Stored data:
---*---

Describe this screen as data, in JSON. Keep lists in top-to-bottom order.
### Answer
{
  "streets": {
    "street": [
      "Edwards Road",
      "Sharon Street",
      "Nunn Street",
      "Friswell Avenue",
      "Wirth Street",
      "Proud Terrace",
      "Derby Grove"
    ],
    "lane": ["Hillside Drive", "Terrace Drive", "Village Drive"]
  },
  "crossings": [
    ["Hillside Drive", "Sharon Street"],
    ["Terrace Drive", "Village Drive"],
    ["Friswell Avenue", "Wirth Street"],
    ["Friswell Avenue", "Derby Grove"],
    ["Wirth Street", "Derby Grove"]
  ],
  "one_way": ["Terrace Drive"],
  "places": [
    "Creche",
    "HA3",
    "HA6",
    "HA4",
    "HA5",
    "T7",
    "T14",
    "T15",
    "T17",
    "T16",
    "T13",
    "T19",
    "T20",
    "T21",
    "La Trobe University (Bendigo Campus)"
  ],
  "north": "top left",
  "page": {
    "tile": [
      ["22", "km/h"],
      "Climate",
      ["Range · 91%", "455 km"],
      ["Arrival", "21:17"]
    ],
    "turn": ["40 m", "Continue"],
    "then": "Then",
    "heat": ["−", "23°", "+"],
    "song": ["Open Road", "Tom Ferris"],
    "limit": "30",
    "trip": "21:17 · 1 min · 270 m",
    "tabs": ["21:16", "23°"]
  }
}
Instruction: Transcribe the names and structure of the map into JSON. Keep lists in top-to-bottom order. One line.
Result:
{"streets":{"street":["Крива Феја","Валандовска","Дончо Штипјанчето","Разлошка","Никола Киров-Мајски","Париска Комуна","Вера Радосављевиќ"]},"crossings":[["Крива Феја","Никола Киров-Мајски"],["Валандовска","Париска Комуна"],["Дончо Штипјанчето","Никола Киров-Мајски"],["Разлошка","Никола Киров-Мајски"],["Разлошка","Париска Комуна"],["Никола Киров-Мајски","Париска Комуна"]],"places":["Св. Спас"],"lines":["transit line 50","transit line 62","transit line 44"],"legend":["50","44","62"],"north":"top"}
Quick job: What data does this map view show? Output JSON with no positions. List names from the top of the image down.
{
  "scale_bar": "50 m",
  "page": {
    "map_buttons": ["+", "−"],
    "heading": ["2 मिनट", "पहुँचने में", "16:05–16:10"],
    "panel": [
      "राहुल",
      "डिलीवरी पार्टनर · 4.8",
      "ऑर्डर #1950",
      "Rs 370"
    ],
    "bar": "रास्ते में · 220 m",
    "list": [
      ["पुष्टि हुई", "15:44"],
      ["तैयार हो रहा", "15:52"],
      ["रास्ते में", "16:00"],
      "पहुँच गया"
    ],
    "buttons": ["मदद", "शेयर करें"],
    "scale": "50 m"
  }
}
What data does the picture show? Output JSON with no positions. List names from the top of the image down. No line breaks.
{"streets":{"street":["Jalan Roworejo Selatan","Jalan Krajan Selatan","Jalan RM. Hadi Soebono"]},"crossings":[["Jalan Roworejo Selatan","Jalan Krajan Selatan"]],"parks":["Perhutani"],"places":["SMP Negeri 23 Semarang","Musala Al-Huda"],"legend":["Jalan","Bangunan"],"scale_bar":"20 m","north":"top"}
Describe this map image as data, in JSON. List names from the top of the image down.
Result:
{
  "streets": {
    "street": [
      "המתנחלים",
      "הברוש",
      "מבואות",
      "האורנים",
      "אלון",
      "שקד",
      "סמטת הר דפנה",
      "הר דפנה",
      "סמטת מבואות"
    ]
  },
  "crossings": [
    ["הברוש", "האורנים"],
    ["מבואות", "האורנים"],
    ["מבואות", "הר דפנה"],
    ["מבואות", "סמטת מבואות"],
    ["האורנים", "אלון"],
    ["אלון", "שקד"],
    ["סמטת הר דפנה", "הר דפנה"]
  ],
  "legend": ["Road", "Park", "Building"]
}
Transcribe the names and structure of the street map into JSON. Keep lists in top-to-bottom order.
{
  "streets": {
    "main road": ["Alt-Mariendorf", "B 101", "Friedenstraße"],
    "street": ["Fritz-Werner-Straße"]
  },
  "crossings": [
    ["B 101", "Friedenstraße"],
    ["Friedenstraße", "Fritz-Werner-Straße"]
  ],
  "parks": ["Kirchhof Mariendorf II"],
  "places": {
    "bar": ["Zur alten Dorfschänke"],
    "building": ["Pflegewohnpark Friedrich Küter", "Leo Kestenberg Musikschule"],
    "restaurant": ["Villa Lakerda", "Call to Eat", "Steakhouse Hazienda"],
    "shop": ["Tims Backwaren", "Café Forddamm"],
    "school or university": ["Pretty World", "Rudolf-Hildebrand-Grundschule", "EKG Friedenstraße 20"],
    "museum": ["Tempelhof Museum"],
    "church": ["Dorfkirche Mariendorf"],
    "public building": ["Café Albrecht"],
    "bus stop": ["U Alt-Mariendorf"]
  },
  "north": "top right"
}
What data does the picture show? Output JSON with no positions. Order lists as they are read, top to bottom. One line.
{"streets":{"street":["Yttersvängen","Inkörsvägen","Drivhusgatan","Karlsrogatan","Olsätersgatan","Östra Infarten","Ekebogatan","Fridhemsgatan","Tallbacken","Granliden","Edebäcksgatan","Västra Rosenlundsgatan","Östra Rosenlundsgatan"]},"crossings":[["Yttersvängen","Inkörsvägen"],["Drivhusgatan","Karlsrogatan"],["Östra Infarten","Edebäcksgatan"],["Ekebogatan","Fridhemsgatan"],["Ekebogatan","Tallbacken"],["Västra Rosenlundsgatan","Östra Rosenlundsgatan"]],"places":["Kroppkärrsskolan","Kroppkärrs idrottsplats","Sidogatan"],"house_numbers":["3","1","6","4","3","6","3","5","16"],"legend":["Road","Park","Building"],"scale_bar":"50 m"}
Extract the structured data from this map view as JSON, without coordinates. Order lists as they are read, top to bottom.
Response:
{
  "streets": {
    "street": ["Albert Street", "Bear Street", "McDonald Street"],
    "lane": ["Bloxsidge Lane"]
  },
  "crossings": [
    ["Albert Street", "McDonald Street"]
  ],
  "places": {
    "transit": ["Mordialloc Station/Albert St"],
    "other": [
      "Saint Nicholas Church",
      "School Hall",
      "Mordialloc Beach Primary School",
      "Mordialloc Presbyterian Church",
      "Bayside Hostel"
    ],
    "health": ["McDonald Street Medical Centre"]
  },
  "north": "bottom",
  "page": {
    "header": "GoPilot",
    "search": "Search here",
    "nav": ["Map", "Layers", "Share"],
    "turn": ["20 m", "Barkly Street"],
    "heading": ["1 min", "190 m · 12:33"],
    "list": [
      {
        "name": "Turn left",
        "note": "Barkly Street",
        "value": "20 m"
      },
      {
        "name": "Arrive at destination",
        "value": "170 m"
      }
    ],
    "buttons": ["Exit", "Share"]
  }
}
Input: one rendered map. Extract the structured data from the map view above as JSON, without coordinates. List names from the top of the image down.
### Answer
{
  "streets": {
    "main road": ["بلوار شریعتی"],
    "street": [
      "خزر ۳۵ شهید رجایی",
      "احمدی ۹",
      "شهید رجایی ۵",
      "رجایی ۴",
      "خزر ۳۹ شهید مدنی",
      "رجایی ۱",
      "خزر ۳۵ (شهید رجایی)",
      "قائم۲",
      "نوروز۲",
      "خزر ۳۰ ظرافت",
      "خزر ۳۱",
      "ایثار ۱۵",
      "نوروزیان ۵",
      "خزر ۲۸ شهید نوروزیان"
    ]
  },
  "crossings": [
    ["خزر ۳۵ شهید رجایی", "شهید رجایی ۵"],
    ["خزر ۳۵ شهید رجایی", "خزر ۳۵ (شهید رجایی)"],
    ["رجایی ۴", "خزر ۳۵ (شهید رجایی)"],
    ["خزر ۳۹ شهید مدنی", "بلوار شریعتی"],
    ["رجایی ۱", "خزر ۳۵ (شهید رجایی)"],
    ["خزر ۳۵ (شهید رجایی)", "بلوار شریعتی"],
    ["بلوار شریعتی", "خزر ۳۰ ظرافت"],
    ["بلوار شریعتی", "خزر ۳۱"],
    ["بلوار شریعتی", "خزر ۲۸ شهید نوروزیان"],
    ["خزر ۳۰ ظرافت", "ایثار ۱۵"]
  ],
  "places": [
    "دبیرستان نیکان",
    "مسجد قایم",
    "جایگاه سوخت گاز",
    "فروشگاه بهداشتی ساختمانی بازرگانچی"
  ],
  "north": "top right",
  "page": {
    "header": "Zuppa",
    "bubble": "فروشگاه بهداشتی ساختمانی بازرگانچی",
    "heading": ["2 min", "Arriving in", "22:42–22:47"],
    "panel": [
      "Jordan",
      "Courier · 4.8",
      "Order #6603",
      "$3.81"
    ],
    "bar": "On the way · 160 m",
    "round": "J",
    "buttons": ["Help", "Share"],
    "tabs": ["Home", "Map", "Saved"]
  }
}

---*---

→ Your assignment
Among the lines above, show every one that contains the string "positions".

→ Exercise answer
Quick job: What data does this map view show? Output JSON with no positions. List names from the top of the image down.
What data does the picture show? Output JSON with no positions. List names from the top of the image down. No line breaks.
What data does the picture show? Output JSON with no positions. Order lists as they are read, top to bottom. One line.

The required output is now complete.